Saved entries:
· · · · · · ·

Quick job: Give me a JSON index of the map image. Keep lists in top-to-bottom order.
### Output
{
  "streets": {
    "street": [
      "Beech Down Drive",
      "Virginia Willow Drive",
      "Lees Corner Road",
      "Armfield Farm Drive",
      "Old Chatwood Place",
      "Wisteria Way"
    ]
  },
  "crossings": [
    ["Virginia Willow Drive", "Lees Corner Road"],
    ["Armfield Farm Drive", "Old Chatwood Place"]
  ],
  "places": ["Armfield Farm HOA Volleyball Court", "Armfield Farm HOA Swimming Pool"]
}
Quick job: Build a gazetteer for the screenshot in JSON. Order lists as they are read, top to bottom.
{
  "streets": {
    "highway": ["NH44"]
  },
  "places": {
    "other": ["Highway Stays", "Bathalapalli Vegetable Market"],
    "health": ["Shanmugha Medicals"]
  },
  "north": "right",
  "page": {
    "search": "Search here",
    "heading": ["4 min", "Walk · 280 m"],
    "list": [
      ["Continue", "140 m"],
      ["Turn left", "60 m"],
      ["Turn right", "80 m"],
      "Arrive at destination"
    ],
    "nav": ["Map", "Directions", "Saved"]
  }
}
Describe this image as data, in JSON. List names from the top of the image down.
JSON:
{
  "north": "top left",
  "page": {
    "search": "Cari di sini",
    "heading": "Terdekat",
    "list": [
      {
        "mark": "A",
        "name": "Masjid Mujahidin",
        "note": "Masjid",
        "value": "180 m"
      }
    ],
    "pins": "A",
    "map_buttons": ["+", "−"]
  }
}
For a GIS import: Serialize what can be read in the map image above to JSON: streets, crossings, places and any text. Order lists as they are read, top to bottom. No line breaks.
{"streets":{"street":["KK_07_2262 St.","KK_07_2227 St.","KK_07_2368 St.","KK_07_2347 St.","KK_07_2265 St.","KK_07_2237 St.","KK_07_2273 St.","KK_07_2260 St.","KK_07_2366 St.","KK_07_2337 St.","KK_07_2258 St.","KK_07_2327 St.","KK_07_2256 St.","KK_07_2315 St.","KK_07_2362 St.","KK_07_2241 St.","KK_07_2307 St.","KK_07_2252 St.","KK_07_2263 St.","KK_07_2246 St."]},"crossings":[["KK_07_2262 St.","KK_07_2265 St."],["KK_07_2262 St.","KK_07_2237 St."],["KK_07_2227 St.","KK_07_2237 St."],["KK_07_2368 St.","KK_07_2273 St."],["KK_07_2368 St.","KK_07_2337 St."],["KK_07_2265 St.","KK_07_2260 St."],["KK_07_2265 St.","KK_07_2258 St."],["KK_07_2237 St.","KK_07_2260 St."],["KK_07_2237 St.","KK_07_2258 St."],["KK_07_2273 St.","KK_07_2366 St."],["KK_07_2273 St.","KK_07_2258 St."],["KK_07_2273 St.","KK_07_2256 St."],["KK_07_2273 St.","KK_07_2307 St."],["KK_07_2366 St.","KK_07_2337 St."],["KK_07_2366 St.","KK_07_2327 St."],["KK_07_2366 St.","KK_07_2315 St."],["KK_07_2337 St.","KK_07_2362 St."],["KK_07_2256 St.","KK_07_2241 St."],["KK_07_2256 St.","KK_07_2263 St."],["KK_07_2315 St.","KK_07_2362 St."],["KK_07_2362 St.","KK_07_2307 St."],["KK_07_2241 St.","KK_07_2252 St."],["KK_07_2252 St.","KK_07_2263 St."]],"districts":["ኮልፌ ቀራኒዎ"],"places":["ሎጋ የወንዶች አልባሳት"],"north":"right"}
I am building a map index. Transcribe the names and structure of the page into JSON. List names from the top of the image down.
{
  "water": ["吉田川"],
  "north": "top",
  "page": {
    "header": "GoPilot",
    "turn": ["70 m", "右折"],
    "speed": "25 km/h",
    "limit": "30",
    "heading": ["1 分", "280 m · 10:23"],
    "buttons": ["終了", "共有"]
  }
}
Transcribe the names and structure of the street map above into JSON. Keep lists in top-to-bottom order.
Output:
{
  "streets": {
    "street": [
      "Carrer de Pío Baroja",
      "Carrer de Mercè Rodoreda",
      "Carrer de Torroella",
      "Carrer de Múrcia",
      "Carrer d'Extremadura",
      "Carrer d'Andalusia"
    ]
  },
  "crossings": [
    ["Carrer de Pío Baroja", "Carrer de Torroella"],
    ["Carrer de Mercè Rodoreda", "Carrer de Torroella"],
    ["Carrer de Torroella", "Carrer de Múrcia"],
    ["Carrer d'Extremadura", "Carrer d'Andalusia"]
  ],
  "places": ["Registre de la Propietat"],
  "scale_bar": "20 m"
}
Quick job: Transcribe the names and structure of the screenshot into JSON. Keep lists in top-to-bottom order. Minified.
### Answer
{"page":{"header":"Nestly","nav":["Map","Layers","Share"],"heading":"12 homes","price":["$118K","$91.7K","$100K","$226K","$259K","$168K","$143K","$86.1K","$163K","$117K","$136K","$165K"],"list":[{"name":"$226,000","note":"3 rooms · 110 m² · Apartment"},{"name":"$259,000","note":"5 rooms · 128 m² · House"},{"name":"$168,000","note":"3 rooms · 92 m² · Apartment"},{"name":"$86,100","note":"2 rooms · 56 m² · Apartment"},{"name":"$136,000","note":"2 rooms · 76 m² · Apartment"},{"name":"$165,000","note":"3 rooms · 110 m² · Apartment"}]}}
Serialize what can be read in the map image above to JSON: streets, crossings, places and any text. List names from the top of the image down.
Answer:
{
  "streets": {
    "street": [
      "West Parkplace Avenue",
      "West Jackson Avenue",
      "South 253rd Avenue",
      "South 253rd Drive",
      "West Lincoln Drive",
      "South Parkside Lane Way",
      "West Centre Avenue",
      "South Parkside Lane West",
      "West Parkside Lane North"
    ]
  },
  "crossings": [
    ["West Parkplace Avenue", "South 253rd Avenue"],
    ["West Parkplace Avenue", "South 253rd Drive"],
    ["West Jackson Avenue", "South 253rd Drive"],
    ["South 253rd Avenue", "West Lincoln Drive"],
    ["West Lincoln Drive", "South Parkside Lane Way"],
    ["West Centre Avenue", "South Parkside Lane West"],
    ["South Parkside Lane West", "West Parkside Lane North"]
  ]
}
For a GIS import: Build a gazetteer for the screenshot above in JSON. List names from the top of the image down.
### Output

· · · · · · ·

Copy each entry above exactly, character for character.

Quick job: Give me a JSON index of the map image. Keep lists in top-to-bottom order.
### Output
{
  "streets": {
    "street": [
      "Beech Down Drive",
      "Virginia Willow Drive",
      "Lees Corner Road",
      "Armfield Farm Drive",
      "Old Chatwood Place",
      "Wisteria Way"
    ]
  },
  "crossings": [
    ["Virginia Willow Drive", "Lees Corner Road"],
    ["Armfield Farm Drive", "Old Chatwood Place"]
  ],
  "places": ["Armfield Farm HOA Volleyball Court", "Armfield Farm HOA Swimming Pool"]
}
Quick job: Build a gazetteer for the screenshot in JSON. Order lists as they are read, top to bottom.
{
  "streets": {
    "highway": ["NH44"]
  },
  "places": {
    "other": ["Highway Stays", "Bathalapalli Vegetable Market"],
    "health": ["Shanmugha Medicals"]
  },
  "north": "right",
  "page": {
    "search": "Search here",
    "heading": ["4 min", "Walk · 280 m"],
    "list": [
      ["Continue", "140 m"],
      ["Turn left", "60 m"],
      ["Turn right", "80 m"],
      "Arrive at destination"
    ],
    "nav": ["Map", "Directions", "Saved"]
  }
}
Describe this image as data, in JSON. List names from the top of the image down.
JSON:
{
  "north": "top left",
  "page": {
    "search": "Cari di sini",
    "heading": "Terdekat",
    "list": [
      {
        "mark": "A",
        "name": "Masjid Mujahidin",
        "note": "Masjid",
        "value": "180 m"
      }
    ],
    "pins": "A",
    "map_buttons": ["+", "−"]
  }
}
For a GIS import: Serialize what can be read in the map image above to JSON: streets, crossings, places and any text. Order lists as they are read, top to bottom. No line breaks.
{"streets":{"street":["KK_07_2262 St.","KK_07_2227 St.","KK_07_2368 St.","KK_07_2347 St.","KK_07_2265 St.","KK_07_2237 St.","KK_07_2273 St.","KK_07_2260 St.","KK_07_2366 St.","KK_07_2337 St.","KK_07_2258 St.","KK_07_2327 St.","KK_07_2256 St.","KK_07_2315 St.","KK_07_2362 St.","KK_07_2241 St.","KK_07_2307 St.","KK_07_2252 St.","KK_07_2263 St.","KK_07_2246 St."]},"crossings":[["KK_07_2262 St.","KK_07_2265 St."],["KK_07_2262 St.","KK_07_2237 St."],["KK_07_2227 St.","KK_07_2237 St."],["KK_07_2368 St.","KK_07_2273 St."],["KK_07_2368 St.","KK_07_2337 St."],["KK_07_2265 St.","KK_07_2260 St."],["KK_07_2265 St.","KK_07_2258 St."],["KK_07_2237 St.","KK_07_2260 St."],["KK_07_2237 St.","KK_07_2258 St."],["KK_07_2273 St.","KK_07_2366 St."],["KK_07_2273 St.","KK_07_2258 St."],["KK_07_2273 St.","KK_07_2256 St."],["KK_07_2273 St.","KK_07_2307 St."],["KK_07_2366 St.","KK_07_2337 St."],["KK_07_2366 St.","KK_07_2327 St."],["KK_07_2366 St.","KK_07_2315 St."],["KK_07_2337 St.","KK_07_2362 St."],["KK_07_2256 St.","KK_07_2241 St."],["KK_07_2256 St.","KK_07_2263 St."],["KK_07_2315 St.","KK_07_2362 St."],["KK_07_2362 St.","KK_07_2307 St."],["KK_07_2241 St.","KK_07_2252 St."],["KK_07_2252 St.","KK_07_2263 St."]],"districts":["ኮልፌ ቀራኒዎ"],"places":["ሎጋ የወንዶች አልባሳት"],"north":"right"}
I am building a map index. Transcribe the names and structure of the page into JSON. List names from the top of the image down.
{
  "water": ["吉田川"],
  "north": "top",
  "page": {
    "header": "GoPilot",
    "turn": ["70 m", "右折"],
    "speed": "25 km/h",
    "limit": "30",
    "heading": ["1 分", "280 m · 10:23"],
    "buttons": ["終了", "共有"]
  }
}
Transcribe the names and structure of the street map above into JSON. Keep lists in top-to-bottom order.
Output:
{
  "streets": {
    "street": [
      "Carrer de Pío Baroja",
      "Carrer de Mercè Rodoreda",
      "Carrer de Torroella",
      "Carrer de Múrcia",
      "Carrer d'Extremadura",
      "Carrer d'Andalusia"
    ]
  },
  "crossings": [
    ["Carrer de Pío Baroja", "Carrer de Torroella"],
    ["Carrer de Mercè Rodoreda", "Carrer de Torroella"],
    ["Carrer de Torroella", "Carrer de Múrcia"],
    ["Carrer d'Extremadura", "Carrer d'Andalusia"]
  ],
  "places": ["Registre de la Propietat"],
  "scale_bar": "20 m"
}
Quick job: Transcribe the names and structure of the screenshot into JSON. Keep lists in top-to-bottom order. Minified.
### Answer
{"page":{"header":"Nestly","nav":["Map","Layers","Share"],"heading":"12 homes","price":["$118K","$91.7K","$100K","$226K","$259K","$168K","$143K","$86.1K","$163K","$117K","$136K","$165K"],"list":[{"name":"$226,000","note":"3 rooms · 110 m² · Apartment"},{"name":"$259,000","note":"5 rooms · 128 m² · House"},{"name":"$168,000","note":"3 rooms · 92 m² · Apartment"},{"name":"$86,100","note":"2 rooms · 56 m² · Apartment"},{"name":"$136,000","note":"2 rooms · 76 m² · Apartment"},{"name":"$165,000","note":"3 rooms · 110 m² · Apartment"}]}}
Serialize what can be read in the map image above to JSON: streets, crossings, places and any text. List names from the top of the image down.
Answer:
{
  "streets": {
    "street": [
      "West Parkplace Avenue",
      "West Jackson Avenue",
      "South 253rd Avenue",
      "South 253rd Drive",
      "West Lincoln Drive",
      "South Parkside Lane Way",
      "West Centre Avenue",
      "South Parkside Lane West",
      "West Parkside Lane North"
    ]
  },
  "crossings": [
    ["West Parkplace Avenue", "South 253rd Avenue"],
    ["West Parkplace Avenue", "South 253rd Drive"],
    ["West Jackson Avenue", "South 253rd Drive"],
    ["South 253rd Avenue", "West Lincoln Drive"],
    ["West Lincoln Drive", "South Parkside Lane Way"],
    ["West Centre Avenue", "South Parkside Lane West"],
    ["South Parkside Lane West", "West Parkside Lane North"]
  ]
}
For a GIS import: Build a gazetteer for the screenshot above in JSON. List names from the top of the image down.
### Output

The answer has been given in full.